# EXERCISE BRIEF
Find the lines in the records that carry the word "Олександра". Copy each one.

# THE DATA

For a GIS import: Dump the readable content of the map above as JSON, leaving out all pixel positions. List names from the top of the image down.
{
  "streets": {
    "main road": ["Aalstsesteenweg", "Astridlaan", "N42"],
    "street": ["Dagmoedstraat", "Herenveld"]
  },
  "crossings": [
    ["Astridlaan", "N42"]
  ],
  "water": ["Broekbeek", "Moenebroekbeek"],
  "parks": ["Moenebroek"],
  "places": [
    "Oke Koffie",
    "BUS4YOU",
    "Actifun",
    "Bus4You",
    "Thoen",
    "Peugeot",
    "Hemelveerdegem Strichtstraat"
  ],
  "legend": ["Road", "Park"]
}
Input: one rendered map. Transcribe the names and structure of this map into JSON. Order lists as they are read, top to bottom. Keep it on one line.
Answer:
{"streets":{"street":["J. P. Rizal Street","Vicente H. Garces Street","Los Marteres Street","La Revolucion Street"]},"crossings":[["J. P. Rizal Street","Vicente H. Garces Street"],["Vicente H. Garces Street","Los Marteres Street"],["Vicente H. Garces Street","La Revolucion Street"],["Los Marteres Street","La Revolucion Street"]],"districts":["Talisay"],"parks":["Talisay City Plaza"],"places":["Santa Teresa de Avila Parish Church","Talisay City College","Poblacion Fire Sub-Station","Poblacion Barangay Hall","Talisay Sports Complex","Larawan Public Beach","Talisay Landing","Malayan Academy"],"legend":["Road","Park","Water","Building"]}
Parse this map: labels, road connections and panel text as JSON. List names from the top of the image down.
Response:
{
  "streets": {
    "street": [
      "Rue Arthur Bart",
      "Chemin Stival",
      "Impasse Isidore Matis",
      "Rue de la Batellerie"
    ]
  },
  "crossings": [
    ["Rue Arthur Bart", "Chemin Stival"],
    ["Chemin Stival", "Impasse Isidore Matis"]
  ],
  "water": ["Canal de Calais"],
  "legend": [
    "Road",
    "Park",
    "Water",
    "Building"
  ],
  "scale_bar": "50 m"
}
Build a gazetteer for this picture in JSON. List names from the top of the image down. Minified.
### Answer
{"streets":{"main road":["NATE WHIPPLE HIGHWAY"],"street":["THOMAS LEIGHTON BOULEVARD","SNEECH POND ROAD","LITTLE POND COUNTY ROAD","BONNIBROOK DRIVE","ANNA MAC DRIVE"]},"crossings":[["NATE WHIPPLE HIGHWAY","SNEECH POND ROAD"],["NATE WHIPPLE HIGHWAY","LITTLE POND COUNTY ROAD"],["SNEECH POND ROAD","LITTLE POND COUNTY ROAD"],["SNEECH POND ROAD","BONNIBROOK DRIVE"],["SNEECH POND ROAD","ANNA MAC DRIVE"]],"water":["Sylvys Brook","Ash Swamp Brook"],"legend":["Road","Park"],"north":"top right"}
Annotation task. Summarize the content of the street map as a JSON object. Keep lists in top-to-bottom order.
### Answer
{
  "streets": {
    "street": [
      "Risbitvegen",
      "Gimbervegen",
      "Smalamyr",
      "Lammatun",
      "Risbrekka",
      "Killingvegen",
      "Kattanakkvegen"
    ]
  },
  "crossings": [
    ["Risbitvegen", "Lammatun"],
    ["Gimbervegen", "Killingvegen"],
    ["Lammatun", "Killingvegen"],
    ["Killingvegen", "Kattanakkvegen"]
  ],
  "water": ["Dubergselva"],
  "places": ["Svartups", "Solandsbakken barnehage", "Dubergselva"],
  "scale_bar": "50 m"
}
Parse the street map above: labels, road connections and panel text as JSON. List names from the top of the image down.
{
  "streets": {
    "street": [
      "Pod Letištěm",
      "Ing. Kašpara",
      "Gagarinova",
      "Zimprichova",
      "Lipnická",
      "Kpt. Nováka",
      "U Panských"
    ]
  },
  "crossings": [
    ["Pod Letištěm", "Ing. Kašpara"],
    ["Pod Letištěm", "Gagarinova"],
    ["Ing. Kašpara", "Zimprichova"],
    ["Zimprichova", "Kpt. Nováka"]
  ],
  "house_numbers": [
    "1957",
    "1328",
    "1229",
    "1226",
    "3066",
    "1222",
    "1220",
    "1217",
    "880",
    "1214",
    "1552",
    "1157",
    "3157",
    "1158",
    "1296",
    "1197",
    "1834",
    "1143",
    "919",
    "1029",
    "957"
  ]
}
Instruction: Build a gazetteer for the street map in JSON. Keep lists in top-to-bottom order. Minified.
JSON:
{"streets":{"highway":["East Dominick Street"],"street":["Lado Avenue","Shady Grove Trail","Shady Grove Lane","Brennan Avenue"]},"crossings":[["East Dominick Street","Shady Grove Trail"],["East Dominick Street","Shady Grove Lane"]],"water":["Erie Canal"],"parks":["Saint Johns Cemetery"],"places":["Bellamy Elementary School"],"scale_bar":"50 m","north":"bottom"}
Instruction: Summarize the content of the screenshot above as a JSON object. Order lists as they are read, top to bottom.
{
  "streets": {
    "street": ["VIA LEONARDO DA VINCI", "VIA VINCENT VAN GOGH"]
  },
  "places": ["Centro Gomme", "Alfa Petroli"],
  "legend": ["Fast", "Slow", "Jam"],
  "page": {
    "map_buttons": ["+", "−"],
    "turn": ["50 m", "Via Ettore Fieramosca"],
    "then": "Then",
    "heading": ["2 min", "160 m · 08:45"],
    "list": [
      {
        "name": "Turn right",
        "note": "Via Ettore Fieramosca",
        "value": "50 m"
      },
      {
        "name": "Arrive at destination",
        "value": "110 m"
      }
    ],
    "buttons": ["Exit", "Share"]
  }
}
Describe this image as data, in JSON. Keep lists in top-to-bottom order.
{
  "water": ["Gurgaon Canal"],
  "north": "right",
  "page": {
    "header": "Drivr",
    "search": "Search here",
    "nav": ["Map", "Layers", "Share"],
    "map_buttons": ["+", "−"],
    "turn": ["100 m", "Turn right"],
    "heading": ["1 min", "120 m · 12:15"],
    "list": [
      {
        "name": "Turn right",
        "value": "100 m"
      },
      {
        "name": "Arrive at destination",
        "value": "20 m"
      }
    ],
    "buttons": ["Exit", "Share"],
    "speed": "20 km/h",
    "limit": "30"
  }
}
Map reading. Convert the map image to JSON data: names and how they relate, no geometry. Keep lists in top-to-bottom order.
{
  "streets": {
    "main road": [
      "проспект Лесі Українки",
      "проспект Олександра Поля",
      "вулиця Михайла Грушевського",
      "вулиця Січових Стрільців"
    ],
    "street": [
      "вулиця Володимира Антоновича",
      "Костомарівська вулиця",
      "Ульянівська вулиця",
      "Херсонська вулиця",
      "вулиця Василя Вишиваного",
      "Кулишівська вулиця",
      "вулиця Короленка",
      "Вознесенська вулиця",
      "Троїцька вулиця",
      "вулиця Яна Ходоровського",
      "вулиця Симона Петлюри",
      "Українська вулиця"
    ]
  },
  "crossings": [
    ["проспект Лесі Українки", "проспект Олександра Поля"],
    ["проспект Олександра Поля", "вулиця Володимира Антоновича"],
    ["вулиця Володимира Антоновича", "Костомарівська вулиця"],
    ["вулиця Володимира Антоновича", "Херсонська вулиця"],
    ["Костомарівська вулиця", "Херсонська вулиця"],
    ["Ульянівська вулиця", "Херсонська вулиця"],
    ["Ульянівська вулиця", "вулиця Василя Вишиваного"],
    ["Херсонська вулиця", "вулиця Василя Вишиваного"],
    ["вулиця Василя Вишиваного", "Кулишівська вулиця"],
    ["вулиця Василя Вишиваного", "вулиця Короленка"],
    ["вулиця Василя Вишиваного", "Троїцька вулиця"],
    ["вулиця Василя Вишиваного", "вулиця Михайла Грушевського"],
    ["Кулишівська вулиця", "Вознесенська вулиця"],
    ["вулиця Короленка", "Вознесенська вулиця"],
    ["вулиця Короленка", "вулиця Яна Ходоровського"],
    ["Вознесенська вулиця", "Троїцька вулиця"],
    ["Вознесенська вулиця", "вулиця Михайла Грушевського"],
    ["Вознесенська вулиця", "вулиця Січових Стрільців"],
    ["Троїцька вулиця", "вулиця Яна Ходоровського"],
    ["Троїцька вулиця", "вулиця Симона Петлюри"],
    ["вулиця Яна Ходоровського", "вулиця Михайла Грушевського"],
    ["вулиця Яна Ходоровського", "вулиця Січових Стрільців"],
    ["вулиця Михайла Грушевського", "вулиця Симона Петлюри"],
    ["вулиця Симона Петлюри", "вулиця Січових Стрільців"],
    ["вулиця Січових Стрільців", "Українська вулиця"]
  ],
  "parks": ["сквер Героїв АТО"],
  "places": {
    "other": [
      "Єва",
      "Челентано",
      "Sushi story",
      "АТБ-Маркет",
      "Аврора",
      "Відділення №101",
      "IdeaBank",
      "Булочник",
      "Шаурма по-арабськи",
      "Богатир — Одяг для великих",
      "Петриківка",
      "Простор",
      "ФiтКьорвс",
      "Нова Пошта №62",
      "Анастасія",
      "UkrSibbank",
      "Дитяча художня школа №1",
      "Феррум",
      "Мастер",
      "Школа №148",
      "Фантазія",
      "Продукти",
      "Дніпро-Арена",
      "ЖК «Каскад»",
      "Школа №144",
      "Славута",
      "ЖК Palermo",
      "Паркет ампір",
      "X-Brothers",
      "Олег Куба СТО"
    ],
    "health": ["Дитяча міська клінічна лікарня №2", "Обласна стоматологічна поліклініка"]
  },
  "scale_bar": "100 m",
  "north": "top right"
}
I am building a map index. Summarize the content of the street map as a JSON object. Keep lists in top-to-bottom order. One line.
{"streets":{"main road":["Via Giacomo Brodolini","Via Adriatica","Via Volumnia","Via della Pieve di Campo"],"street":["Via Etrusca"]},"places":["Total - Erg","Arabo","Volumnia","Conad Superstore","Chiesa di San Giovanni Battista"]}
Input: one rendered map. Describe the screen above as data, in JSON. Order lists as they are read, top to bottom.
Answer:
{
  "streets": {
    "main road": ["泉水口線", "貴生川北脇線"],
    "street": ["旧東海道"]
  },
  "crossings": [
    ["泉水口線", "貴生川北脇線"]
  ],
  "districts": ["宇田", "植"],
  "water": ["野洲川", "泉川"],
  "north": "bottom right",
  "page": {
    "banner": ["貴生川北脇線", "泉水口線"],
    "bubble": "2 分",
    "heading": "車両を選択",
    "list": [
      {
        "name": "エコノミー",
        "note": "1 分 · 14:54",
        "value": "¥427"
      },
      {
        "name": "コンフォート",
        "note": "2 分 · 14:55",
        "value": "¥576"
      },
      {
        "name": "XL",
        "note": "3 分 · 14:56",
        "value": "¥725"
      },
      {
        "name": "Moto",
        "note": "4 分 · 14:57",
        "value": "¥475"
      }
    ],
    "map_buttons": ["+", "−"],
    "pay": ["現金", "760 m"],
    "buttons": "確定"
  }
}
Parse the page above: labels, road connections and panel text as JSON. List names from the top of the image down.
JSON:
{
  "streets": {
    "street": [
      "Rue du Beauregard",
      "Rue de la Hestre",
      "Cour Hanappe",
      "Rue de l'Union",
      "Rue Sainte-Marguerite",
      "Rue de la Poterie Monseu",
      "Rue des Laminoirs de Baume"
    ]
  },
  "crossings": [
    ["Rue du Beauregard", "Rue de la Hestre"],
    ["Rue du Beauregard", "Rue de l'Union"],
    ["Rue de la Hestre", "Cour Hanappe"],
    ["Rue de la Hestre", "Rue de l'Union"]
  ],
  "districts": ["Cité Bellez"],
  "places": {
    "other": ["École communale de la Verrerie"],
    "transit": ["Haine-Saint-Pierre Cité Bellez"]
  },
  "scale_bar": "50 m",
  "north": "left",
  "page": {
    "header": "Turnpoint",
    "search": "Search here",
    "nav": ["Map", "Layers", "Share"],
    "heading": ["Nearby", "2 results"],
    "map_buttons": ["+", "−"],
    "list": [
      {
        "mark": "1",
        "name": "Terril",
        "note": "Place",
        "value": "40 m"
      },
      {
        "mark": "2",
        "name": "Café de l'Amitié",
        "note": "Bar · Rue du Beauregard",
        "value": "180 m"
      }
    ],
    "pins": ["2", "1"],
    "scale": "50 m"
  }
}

# SOLVED PROBLEM
      "проспект Олександра Поля",
    ["проспект Лесі Українки", "проспект Олександра Поля"],
    ["проспект Олександра Поля", "вулиця Володимира Антоновича"],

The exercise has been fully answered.